2003 TheNonstochasticMultiarmedBandi

(Auer et al., 2003) ⇒ Peter Auer, Nicolò Cesa-Bianchi, Yoav Freund, and Robert E. Schapire. (2003). “The Nonstochastic Multiarmed Bandit Problem.” In: SIAM Journal on Computing, 32(1). doi:10.1137/S0097539701398375

Subject Headings: Adversarial k-Bandit Task.

Notes

Cited By

Quotes

Author Keywords

adversarial bandit problem; unknown matrix games

Abstract

In the multiarmed bandit problem, a gambler must decide which arm of K nonidentical slot machines to play in a sequence of trials so as to maximize his reward. This classical problem has received much attention because of the simple model it provides of the trade-off between exploration (trying out each arm to find the best one) and exploitation (playing the arm believed to give the best payoff). Past solutions for the bandit problem have almost always relied on assumptions about the statistics of the slot machines.

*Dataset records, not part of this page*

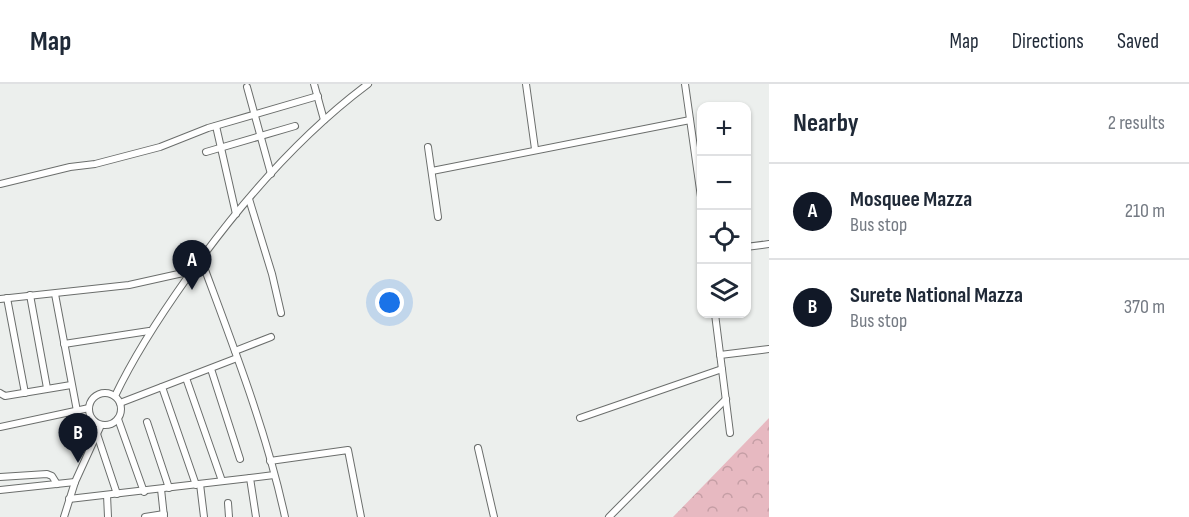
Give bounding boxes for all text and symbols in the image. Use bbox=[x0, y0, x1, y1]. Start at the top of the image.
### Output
text: Map bbox=[30, 25, 71, 58]
text: Map bbox=[949, 29, 979, 54]
text: Directions bbox=[1012, 29, 1084, 54]
text: Saved bbox=[1117, 29, 1159, 54]
map controls bbox=[697, 102, 751, 318]
button: + bbox=[697, 102, 751, 156]
text: Nearby bbox=[793, 108, 859, 139]
text: 2 results bbox=[1108, 111, 1165, 135]
button: − bbox=[697, 156, 751, 210]
text: Mosquee Mazza bbox=[850, 186, 972, 213]
text: A bbox=[808, 199, 817, 223]
text: 210 m bbox=[1125, 199, 1165, 223]
button: locate bbox=[697, 210, 751, 264]
text: Bus stop bbox=[850, 213, 907, 237]
pin: A bbox=[172, 240, 212, 290]
button: layers bbox=[697, 264, 751, 318]
text: Surete National Mazza bbox=[850, 282, 1023, 309]
your location bbox=[375, 288, 404, 317]
text: B bbox=[808, 295, 817, 319]
text: 370 m bbox=[1124, 295, 1165, 319]
text: Bus stop bbox=[850, 309, 907, 333]
pin: B bbox=[58, 414, 98, 463]

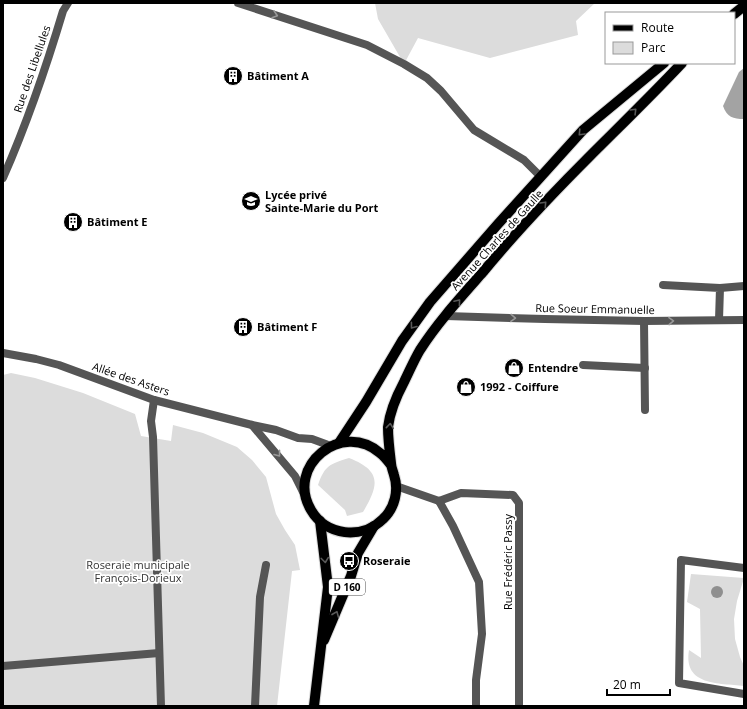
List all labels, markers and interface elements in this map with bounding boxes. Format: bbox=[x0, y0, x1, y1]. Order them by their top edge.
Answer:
one-way arrow bbox=[271, 10, 278, 19]
legend bbox=[605, 12, 735, 64]
text: Route bbox=[641, 19, 674, 36]
street label: Rue des Libellules bbox=[10, 23, 54, 115]
text: Parc bbox=[641, 39, 666, 56]
building icon: Bâtiment A bbox=[222, 65, 244, 87]
place label: Bâtiment A bbox=[247, 68, 309, 83]
one-way arrow bbox=[629, 108, 637, 116]
one-way arrow bbox=[578, 128, 586, 136]
street label: Avenue Charles de Gaulle bbox=[447, 186, 546, 293]
place label: Lycée privé Sainte-Marie du Port bbox=[265, 187, 379, 215]
school or university icon: Lycée privé Sainte-Marie du Port bbox=[240, 190, 262, 212]
one-way arrow bbox=[539, 201, 546, 209]
building icon: Bâtiment E bbox=[62, 211, 84, 233]
place label: Bâtiment E bbox=[87, 214, 148, 229]
one-way arrow bbox=[453, 299, 460, 306]
street label: Rue Soeur Emmanuelle bbox=[535, 300, 655, 317]
one-way arrow bbox=[510, 314, 516, 323]
building icon: Bâtiment F bbox=[232, 316, 254, 338]
one-way arrow bbox=[668, 317, 674, 325]
place label: Bâtiment F bbox=[257, 319, 317, 334]
one-way arrow bbox=[410, 322, 418, 329]
shop icon: Entendre bbox=[503, 357, 525, 379]
street label: Allée des Asters bbox=[91, 358, 172, 399]
place label: Entendre bbox=[528, 360, 579, 375]
shop icon: 1992 - Coiffure bbox=[455, 376, 477, 398]
place label: 1992 - Coiffure bbox=[480, 379, 559, 394]
one-way arrow bbox=[385, 423, 394, 429]
one-way arrow bbox=[273, 450, 280, 457]
street label: Rue Frédéric Passy bbox=[500, 514, 515, 610]
bus stop icon: Roseraie bbox=[338, 550, 360, 572]
place label: Roseraie bbox=[363, 553, 411, 568]
park label: Roseraie municipale François-Dorieux bbox=[86, 557, 190, 585]
one-way arrow bbox=[320, 557, 329, 563]
road number: D 160 bbox=[329, 579, 365, 595]
one-way arrow bbox=[331, 610, 339, 617]
scale bar bbox=[607, 671, 670, 697]
text: 20 m bbox=[613, 676, 641, 693]

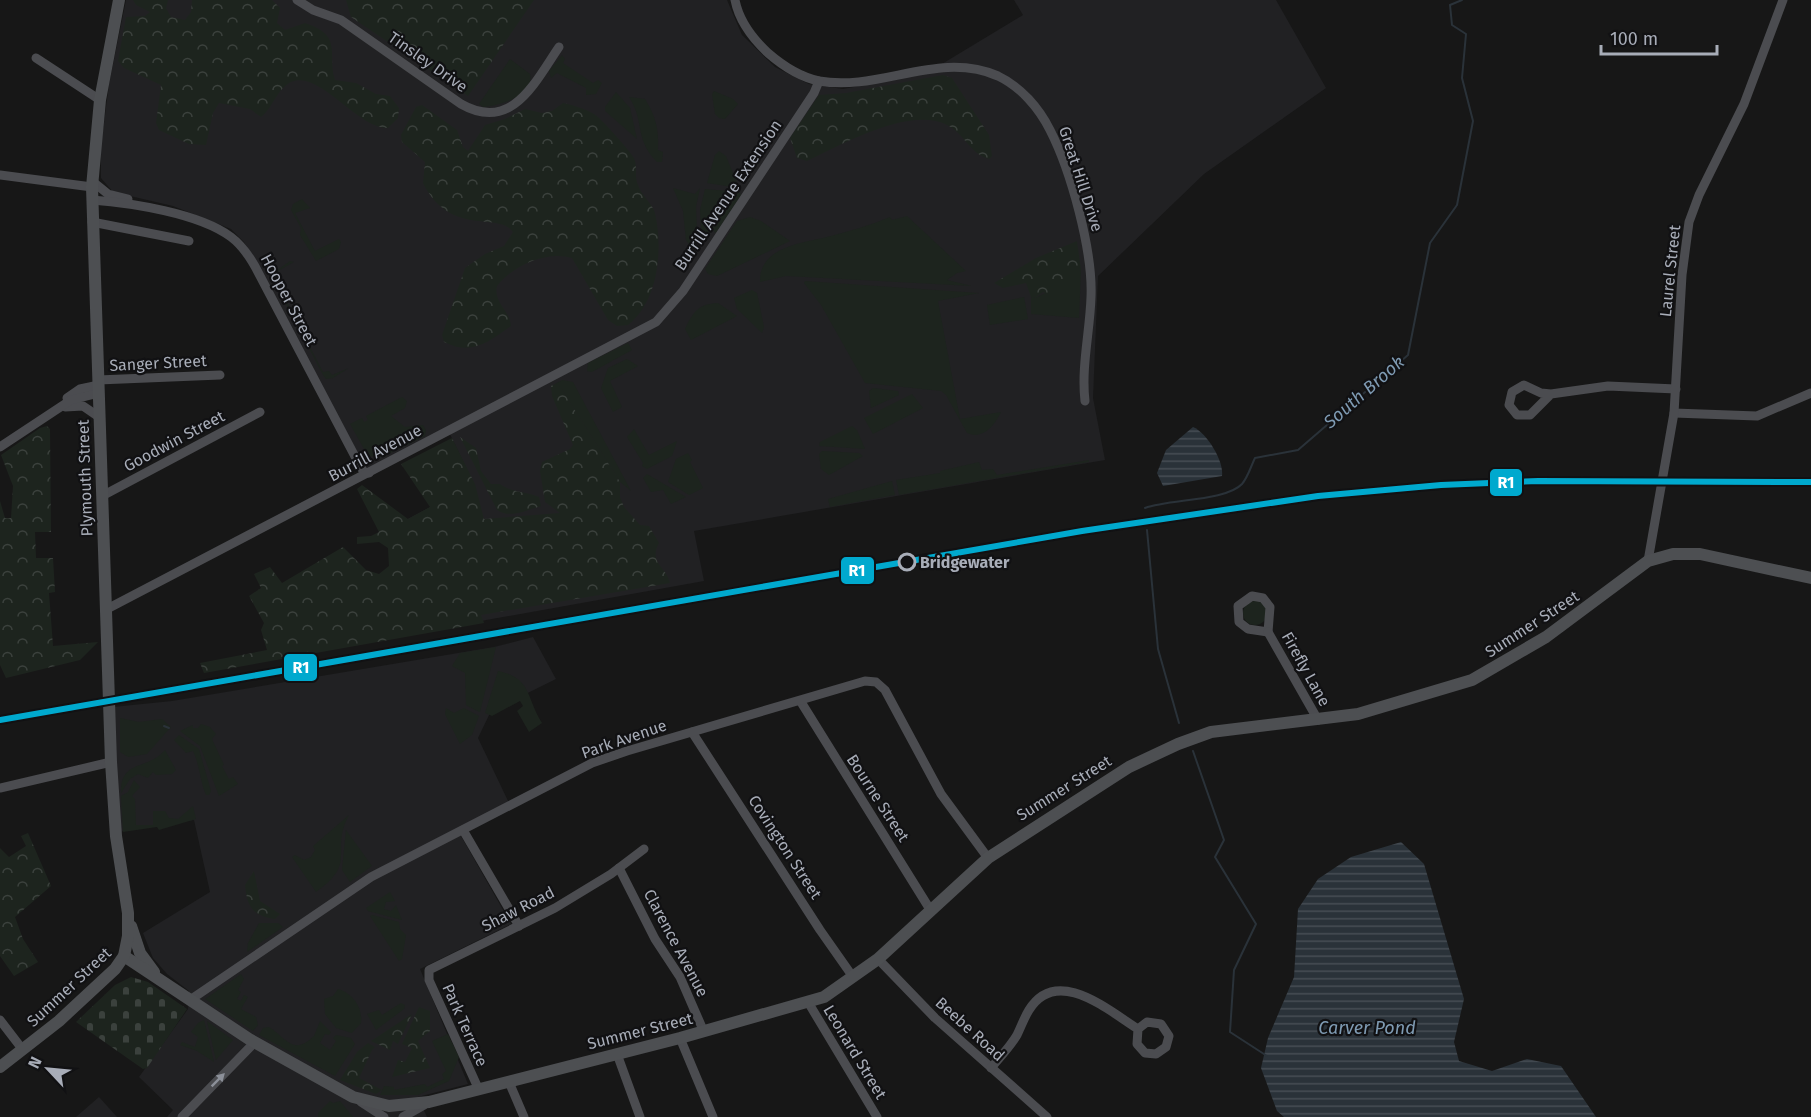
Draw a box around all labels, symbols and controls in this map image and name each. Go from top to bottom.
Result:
scale bar [1601,18,1716,56]
street label: Tinsley Drive [385,28,471,96]
text: 100 m [1610,28,1658,50]
street label: Burrill Avenue Extension [670,116,786,274]
street label: Great Hill Drive [1055,124,1107,234]
street label: Laurel Street [1656,224,1684,318]
street label: Hooper Street [257,251,321,350]
street label: Sanger Street [109,351,207,375]
water label: South Brook [1318,351,1409,434]
street label: Goodwin Street [120,406,228,476]
street label: Plymouth Street [73,419,97,537]
street label: Burrill Avenue [325,421,425,485]
line badge: R1 [1489,468,1523,497]
text: R1 [1497,473,1515,492]
marker: Bridgewater [898,553,916,571]
place label: Bridgewater [920,553,1010,572]
line badge: R1 [840,556,875,585]
text: R1 [848,561,866,580]
street label: Summer Street [1482,587,1583,661]
street label: Firefly Lane [1278,628,1334,710]
line badge: R1 [283,653,318,682]
text: R1 [292,658,310,677]
street label: Park Avenue [579,716,669,762]
street label: Bourne Street [843,751,913,845]
street label: Summer Street [1013,751,1115,825]
street label: Covington Street [744,792,826,903]
street label: Shaw Road [478,883,558,935]
street label: Clarence Avenue [640,886,712,1000]
street label: Summer Street [23,943,115,1031]
street label: Park Terrace [438,981,492,1069]
street label: Beebe Road [931,993,1009,1065]
street label: Leonard Street [819,1001,891,1103]
street label: Summer Street [585,1009,695,1053]
water label: Carver Pond [1318,1017,1416,1039]
north arrow [18,1039,78,1099]
text: N [24,1054,46,1072]
one-way arrow [211,1072,225,1087]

In this work, we make no statistical assumptions whatsoever about the nature of the process generating the payoffs of the slot machines. We give a solution to the bandit problem in which an adversary, rather than a well-behaved stochastic process, has complete control over the payoffs. In a sequence of T plays, we prove that the per-round payoff of our algorithm approaches that of the best arm at the rate O(T^-1/2). We show by a matching lower bound that this is the best possible.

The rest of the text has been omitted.